Find the lines of data that contain the string "Give", then list them.

• The input:
——

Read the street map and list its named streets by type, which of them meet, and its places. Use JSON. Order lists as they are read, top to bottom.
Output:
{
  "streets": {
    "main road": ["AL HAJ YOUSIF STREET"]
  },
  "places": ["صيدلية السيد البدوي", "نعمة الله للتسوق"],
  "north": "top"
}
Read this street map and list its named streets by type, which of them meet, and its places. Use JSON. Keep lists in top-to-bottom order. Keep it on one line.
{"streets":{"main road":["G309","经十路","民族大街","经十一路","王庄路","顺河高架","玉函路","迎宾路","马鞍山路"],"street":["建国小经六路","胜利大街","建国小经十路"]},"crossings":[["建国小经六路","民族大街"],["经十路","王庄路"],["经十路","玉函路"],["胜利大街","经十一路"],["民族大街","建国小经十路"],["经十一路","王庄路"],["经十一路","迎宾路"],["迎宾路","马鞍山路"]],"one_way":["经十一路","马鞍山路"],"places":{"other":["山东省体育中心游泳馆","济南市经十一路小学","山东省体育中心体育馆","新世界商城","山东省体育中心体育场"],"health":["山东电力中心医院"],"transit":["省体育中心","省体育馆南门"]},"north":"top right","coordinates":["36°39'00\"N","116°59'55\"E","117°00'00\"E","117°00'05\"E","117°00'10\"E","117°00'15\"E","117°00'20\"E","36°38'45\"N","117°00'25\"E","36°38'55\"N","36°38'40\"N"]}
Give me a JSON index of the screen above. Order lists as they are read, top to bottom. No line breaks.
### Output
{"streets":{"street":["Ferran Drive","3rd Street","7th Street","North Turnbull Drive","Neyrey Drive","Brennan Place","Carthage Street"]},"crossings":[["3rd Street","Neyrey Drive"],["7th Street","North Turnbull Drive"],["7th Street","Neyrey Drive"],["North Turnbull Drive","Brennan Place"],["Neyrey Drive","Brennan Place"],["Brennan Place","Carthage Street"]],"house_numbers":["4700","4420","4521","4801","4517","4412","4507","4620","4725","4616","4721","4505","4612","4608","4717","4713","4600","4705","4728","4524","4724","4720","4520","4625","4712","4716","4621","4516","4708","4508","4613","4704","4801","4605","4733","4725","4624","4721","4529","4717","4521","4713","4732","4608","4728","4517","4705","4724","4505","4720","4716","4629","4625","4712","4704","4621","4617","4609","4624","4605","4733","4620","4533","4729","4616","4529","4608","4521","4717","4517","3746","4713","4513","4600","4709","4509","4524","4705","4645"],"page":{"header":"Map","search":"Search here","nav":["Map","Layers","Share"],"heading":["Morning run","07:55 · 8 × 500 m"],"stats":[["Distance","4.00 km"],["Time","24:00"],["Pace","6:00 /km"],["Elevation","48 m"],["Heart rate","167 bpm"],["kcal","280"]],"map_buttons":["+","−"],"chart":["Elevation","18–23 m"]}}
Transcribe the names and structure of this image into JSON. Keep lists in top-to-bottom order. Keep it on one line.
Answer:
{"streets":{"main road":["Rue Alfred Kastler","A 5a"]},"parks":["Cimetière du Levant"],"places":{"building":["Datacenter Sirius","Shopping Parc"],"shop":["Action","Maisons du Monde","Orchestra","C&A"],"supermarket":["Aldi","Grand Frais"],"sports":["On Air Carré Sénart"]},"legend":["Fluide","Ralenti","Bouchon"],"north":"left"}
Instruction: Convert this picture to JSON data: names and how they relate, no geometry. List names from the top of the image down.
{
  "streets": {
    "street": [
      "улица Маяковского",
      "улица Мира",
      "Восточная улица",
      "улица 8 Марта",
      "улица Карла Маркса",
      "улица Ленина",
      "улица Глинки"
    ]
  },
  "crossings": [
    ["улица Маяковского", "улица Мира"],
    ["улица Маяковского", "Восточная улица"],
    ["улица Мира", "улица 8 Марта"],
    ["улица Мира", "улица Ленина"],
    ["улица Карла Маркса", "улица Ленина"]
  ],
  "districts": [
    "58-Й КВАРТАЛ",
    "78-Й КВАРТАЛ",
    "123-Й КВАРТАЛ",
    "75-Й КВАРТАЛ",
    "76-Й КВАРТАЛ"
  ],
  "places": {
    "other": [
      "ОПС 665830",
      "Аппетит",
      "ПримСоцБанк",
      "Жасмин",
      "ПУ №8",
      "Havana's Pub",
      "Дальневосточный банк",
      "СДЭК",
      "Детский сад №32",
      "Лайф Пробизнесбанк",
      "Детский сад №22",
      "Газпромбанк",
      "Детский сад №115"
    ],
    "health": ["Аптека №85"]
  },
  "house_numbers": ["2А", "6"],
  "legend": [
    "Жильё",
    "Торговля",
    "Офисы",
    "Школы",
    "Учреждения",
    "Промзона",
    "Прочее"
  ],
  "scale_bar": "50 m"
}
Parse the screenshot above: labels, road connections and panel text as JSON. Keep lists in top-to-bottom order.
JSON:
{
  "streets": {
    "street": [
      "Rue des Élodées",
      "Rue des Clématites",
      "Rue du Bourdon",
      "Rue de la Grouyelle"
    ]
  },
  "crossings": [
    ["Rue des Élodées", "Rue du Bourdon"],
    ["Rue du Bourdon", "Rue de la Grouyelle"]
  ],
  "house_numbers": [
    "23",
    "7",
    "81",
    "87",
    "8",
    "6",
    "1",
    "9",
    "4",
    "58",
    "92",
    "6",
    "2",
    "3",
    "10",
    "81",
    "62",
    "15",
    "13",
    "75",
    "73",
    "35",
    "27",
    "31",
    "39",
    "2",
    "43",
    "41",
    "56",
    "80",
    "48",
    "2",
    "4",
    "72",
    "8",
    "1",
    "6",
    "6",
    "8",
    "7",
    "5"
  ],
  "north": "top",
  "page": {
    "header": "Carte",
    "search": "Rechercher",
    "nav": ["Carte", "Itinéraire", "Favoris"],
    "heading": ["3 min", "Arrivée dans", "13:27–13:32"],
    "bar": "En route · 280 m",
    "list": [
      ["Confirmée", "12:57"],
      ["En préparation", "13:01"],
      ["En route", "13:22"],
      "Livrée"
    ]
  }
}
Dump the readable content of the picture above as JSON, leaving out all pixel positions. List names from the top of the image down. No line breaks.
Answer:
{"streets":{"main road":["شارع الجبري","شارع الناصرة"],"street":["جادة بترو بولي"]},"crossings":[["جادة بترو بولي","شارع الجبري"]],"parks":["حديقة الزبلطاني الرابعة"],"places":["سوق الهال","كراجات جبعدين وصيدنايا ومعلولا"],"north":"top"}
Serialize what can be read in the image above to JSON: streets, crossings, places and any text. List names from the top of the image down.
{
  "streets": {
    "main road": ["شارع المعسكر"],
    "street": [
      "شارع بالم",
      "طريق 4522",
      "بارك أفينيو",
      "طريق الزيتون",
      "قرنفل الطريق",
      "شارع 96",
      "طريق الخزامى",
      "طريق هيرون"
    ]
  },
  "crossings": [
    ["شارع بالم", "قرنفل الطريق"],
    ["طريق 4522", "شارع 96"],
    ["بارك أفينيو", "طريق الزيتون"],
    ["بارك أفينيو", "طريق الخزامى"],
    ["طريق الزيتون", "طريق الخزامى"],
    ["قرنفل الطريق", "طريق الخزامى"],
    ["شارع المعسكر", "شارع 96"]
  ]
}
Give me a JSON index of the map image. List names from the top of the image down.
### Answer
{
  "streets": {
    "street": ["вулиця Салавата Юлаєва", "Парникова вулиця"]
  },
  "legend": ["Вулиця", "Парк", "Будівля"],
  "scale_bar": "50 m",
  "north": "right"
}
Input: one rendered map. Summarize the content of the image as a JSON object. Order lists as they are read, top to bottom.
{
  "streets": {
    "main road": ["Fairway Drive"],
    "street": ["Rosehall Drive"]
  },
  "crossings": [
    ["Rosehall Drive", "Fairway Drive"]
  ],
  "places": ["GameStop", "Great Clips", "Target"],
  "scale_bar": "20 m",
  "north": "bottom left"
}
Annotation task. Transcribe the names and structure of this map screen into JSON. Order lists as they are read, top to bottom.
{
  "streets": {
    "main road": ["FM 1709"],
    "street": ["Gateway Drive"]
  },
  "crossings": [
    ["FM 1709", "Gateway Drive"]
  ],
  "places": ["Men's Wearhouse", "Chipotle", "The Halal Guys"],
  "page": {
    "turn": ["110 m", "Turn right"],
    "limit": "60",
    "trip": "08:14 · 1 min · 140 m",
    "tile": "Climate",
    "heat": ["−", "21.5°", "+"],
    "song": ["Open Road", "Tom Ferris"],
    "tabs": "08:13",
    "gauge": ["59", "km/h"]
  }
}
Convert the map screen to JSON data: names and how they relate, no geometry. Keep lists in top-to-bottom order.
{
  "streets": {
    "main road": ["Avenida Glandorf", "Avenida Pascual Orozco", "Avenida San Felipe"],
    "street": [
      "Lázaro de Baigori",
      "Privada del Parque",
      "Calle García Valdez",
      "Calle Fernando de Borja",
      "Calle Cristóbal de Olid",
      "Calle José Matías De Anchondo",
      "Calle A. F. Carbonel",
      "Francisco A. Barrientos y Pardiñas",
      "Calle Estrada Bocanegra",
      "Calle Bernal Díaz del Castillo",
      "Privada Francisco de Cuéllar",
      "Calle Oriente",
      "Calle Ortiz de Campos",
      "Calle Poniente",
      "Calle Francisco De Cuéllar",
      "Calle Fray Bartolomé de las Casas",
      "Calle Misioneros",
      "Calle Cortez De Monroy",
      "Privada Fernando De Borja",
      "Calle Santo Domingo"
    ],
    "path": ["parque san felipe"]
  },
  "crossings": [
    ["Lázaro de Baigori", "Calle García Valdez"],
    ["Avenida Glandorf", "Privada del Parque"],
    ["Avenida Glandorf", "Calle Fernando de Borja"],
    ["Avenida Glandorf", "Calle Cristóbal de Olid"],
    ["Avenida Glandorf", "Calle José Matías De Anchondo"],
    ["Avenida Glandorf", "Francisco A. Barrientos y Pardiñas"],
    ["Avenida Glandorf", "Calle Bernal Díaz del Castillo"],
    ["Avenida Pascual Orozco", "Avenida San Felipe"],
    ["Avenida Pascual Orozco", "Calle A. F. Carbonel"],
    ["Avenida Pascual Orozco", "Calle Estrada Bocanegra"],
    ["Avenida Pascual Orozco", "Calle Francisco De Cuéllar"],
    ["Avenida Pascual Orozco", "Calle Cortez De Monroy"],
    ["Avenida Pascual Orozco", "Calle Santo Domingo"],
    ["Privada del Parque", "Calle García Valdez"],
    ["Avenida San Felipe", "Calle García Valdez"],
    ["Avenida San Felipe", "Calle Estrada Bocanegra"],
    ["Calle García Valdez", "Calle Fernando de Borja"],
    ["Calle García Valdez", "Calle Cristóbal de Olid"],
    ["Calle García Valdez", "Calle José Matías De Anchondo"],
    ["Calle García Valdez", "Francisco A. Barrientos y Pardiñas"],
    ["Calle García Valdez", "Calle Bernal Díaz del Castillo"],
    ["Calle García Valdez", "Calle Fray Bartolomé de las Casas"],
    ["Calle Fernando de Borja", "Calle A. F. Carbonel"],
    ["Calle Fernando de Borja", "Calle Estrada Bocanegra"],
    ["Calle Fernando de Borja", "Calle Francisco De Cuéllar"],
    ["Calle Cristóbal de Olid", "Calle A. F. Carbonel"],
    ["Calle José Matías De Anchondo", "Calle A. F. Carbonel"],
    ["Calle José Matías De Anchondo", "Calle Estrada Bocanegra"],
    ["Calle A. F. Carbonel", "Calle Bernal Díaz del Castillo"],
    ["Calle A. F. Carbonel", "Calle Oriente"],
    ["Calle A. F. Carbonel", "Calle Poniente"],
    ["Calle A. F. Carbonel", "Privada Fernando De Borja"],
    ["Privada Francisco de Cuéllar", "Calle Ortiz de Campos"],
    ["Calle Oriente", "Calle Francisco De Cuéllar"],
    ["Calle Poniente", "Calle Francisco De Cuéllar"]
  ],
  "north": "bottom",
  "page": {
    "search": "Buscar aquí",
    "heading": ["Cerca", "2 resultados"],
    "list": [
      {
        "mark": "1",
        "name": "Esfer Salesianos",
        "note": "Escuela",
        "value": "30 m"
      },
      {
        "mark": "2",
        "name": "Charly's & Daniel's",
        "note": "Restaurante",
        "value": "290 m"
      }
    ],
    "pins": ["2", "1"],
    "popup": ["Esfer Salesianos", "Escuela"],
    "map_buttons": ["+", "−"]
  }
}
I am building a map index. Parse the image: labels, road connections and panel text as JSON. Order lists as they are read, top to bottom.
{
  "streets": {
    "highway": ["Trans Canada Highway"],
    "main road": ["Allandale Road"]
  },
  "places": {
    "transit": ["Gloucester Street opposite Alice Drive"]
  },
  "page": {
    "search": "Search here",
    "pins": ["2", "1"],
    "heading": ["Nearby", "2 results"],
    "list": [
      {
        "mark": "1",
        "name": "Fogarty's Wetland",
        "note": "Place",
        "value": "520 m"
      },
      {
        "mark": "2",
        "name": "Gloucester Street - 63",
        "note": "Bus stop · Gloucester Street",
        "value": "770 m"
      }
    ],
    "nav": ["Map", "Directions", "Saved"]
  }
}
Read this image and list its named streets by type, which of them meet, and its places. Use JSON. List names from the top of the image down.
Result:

——

• Solution to this task:
Give me a JSON index of the screen above. Order lists as they are read, top to bottom. No line breaks.
Give me a JSON index of the map image. List names from the top of the image down.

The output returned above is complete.